The implications of these findings are significant, says Bell, who predicts there will be a move toward earlier interventions, with surgeons operating on patients who are overweight but not yet obese, a transition that will most likely require the compilation of long-term efficacy data to convince insurance companies to change their coverage policies. “Right now you have to be a certain size and have a body mass index (BMI) of 40 or more to be covered,” Bell said. A BMI of between 19 and 24 is considered normal; 25 to 30 is overweight, 30 to 35 is obese and 35 to 40 is morbidly obese. In November, the Centers for Medicare & Medicaid Services, a division of the Department of Health and Human Services, announced that bariatric surgery would not be covered by Medicare of Medicaid for beneficiaries with a BMI below 35.

Bell also anticipates the procedure being performed on younger patients. Bell, who performs about 100 gastric bypass surgeries a year, has done four on 17-year-olds. (Most insurers require the patient to be at least 18.) “It makes sense to help these patients when they’re younger,” he says, “because the years of obesity haven’t added up, causing destruction to bones and joints that limit their exercise, which is key to the long-term success of this surgery.”

Bell knows it will take time for patients, physicians and insurers to view gastric bypass surgery as more than just a weight-loss operation, but in his own practice, that’s exactly what’s happening. “Although we still talk about obesity and weight loss,” Bell says, “we really focus on the fact that it’s a cure for diabetes, hypertension, sleep apnea and high cholesterol.” Medications, the usual course of treatment for these ailments, just manage the symptoms, Bell says. “Surgery eradicates the disease. It’s gone.”

Feeling fuller faster

Bariatric surgery limits the amount of food the stomach can hold by reducing its capacity to a few ounces. Three procedures, all of which are offered by Yale surgeons, are covered by insurance carriers in the United States.

  • In gastric bypass, the stomach is surgically shrunk from the size of a football to that of a golf ball. The smaller stomach pouch is then attached to the middle of the small intestine, bypassing the duodenum, the section of the small intestine that absorbs the most calories.
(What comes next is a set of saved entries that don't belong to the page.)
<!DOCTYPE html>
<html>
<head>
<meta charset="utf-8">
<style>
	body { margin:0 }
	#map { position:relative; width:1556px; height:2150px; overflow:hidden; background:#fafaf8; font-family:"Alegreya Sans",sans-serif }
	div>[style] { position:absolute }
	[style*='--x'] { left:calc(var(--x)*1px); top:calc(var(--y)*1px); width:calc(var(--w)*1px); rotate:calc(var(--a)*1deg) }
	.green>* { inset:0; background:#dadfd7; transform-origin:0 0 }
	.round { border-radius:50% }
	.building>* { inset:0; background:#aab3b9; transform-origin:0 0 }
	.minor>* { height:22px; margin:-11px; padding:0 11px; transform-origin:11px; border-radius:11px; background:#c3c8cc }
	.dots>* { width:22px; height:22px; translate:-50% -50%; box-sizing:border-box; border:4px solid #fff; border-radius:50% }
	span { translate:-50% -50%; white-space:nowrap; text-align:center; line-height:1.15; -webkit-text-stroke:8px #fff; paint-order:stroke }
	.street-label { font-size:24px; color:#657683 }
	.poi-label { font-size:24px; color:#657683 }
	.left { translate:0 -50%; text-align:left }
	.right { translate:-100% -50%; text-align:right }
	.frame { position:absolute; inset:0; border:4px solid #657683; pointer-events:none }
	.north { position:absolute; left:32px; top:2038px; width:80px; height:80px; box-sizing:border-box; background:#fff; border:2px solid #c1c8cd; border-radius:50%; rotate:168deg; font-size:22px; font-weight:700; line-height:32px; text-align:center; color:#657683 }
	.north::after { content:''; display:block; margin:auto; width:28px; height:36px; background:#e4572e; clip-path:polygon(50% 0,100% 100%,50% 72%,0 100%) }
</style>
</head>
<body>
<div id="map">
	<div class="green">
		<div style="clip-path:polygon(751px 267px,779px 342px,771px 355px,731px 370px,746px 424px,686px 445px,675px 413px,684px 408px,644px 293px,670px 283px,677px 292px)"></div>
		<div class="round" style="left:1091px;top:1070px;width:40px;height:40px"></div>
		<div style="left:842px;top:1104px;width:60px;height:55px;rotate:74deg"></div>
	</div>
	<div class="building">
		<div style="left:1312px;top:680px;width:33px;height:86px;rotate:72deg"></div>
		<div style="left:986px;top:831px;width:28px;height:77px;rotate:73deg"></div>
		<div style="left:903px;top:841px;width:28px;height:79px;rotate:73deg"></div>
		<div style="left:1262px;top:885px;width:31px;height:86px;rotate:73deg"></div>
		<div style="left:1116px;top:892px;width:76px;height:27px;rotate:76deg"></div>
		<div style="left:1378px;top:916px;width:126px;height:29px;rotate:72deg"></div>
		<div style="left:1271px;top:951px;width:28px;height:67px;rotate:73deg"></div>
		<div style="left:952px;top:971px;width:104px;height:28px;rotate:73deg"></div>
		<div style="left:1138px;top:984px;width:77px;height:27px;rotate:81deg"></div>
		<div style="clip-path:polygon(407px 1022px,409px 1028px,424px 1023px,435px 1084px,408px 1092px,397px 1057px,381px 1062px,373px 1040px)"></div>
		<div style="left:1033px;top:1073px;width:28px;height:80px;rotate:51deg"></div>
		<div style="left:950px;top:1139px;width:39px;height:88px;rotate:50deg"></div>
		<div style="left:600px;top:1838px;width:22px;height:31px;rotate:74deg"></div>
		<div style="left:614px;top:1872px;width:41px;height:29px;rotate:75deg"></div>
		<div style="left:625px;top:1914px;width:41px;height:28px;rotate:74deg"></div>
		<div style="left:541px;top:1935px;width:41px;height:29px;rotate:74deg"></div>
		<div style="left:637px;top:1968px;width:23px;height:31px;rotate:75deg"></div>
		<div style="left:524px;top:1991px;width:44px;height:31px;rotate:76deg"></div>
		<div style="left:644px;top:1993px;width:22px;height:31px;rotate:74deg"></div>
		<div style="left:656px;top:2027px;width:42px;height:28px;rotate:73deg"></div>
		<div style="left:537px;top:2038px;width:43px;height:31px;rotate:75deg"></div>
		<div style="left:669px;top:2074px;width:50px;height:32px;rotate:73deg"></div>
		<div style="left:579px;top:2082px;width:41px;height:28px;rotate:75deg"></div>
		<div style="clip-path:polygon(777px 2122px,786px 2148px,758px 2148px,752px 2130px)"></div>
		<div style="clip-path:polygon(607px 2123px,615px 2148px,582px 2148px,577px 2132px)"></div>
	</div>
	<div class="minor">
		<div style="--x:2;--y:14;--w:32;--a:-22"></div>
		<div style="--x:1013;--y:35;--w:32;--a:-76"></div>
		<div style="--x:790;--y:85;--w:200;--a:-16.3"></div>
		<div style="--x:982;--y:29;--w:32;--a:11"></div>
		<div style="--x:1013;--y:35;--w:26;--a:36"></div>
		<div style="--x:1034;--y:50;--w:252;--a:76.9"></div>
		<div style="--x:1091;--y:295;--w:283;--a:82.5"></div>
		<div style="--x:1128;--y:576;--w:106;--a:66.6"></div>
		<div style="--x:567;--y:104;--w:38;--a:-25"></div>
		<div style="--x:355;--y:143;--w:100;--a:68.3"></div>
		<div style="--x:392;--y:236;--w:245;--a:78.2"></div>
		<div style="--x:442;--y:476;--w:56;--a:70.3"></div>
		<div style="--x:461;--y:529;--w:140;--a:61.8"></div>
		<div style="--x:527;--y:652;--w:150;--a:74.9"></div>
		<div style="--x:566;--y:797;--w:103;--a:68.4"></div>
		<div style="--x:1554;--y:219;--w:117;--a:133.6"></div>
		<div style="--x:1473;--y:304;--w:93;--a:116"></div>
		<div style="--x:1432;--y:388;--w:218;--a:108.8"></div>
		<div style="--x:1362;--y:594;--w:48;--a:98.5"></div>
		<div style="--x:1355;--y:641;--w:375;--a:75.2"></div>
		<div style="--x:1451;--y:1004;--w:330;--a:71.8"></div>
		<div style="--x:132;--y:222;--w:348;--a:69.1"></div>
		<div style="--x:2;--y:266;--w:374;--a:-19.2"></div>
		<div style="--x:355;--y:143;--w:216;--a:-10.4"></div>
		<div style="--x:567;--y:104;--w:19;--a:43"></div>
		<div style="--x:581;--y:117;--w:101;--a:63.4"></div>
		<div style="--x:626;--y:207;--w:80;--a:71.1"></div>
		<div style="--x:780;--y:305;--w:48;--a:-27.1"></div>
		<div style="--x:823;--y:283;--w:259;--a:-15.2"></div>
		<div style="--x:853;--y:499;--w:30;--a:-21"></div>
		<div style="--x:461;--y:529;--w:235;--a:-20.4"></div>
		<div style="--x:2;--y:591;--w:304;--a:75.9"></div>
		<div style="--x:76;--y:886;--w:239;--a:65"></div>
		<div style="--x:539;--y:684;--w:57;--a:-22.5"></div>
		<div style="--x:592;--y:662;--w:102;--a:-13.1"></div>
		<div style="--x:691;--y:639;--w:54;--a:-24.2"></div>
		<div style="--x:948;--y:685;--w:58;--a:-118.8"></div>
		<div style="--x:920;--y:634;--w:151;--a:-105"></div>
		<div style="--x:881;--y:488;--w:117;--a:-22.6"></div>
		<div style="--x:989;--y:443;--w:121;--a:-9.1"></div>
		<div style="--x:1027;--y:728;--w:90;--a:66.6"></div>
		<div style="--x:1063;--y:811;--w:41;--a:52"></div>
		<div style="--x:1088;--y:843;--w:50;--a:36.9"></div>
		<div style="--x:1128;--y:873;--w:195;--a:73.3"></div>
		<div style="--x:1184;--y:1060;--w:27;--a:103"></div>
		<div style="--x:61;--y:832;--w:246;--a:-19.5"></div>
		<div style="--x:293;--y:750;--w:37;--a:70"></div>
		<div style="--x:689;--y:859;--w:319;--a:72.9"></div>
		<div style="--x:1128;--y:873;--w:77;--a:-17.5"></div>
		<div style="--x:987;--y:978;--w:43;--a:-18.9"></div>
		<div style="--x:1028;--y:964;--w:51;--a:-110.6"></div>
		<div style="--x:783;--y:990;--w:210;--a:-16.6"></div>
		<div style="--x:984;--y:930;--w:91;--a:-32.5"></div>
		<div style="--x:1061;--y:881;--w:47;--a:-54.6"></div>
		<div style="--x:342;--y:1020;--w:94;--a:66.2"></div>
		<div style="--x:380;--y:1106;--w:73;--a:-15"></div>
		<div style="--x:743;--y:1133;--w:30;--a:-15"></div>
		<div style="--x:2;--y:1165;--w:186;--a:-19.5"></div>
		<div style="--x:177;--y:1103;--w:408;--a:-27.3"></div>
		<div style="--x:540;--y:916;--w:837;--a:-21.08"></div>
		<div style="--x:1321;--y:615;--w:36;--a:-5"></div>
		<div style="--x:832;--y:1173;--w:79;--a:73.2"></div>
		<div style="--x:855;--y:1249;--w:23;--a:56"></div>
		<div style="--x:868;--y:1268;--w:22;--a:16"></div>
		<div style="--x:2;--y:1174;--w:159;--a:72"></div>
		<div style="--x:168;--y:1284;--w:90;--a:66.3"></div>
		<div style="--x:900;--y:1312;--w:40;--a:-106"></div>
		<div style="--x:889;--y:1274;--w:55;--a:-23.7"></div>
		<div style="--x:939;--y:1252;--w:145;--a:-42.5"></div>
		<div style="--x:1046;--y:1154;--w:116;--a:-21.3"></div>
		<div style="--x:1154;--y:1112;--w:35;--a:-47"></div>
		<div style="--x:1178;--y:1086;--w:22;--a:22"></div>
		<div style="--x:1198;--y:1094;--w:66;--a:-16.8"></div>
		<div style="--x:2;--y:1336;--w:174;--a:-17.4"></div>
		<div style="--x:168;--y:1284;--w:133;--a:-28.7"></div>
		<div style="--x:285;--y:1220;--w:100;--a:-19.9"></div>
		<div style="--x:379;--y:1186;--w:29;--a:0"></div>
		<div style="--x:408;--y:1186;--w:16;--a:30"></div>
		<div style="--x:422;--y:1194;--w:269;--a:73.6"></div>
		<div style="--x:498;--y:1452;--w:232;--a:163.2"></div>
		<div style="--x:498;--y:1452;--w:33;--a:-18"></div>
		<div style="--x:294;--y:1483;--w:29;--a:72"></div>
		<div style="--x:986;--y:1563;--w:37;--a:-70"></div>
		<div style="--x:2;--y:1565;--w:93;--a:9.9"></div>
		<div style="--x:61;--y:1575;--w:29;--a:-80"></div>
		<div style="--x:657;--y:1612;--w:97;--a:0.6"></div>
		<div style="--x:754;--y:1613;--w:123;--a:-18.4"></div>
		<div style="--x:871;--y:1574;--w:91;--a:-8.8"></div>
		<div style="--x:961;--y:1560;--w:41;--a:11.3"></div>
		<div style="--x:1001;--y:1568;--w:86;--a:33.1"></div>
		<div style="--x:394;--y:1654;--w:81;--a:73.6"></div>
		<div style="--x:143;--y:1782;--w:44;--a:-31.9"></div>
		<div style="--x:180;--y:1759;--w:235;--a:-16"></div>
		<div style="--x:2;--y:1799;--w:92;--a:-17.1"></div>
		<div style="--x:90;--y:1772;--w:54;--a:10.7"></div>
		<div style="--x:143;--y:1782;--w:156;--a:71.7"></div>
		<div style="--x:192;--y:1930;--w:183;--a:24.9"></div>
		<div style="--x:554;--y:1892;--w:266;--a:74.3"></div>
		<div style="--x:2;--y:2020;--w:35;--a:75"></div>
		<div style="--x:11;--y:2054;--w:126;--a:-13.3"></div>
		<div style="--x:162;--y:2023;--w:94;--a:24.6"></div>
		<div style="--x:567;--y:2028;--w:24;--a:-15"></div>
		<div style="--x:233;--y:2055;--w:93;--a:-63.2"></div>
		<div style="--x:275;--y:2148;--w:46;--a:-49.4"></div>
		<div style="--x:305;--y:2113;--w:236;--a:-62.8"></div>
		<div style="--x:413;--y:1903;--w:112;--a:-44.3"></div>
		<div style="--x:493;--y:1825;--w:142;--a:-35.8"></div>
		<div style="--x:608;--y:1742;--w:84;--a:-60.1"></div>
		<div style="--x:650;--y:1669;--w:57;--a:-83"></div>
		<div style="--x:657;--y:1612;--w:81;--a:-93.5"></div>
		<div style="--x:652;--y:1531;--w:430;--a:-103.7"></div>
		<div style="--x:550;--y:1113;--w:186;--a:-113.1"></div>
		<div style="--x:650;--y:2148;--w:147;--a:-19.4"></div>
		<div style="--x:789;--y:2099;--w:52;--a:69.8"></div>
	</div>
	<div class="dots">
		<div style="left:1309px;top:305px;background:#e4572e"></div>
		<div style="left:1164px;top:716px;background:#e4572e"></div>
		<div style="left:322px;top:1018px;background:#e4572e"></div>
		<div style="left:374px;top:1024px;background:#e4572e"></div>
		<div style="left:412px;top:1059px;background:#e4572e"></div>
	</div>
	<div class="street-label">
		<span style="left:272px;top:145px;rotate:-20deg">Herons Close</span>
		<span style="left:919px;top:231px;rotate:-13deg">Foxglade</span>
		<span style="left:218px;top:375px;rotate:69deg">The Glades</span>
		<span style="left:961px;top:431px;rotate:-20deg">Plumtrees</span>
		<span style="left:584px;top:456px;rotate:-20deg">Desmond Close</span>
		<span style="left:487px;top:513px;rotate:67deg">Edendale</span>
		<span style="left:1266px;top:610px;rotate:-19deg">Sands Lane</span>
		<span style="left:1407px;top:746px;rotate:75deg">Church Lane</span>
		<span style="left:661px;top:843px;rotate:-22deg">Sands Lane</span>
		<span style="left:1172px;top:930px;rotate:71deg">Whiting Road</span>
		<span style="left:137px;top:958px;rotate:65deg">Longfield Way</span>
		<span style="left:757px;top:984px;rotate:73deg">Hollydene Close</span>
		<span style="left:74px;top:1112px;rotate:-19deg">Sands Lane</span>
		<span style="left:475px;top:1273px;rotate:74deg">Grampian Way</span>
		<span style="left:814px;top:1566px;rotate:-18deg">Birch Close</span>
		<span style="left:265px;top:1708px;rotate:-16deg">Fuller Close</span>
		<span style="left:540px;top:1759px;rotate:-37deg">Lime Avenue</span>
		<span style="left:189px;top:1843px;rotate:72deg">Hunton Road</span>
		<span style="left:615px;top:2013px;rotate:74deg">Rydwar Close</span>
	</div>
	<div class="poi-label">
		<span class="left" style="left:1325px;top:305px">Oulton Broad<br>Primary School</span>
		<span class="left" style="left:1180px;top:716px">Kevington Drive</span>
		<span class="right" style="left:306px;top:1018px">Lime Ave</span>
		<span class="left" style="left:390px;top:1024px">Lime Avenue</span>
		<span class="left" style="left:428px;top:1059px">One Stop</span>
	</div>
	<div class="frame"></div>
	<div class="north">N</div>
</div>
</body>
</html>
  • Similar to gastric bypass, bilio-pancreatic diversion with duo-denal switch involves the surgical construction of a sleeve-shaped stomach which is attached to the final section of the small intestine, bypassing the duodenum.

  • In laparoscopic adjustable gastric banding, a silicone band filled with saline is wrapped around the upper part of the stomach to create a small pouch and cause restriction. The size of the restriction can be adjusted after surgery by adding or removing saline from the band.

None of these procedures is a substitute for exercise or healthy eating, cautions bariatric surgeon Robert Bell. “It’s not like you have the surgery and—voila!—you lose all kinds of weight. You have to put a lot of effort into it. It’s an adjunct, a tool to help you lose the weight.”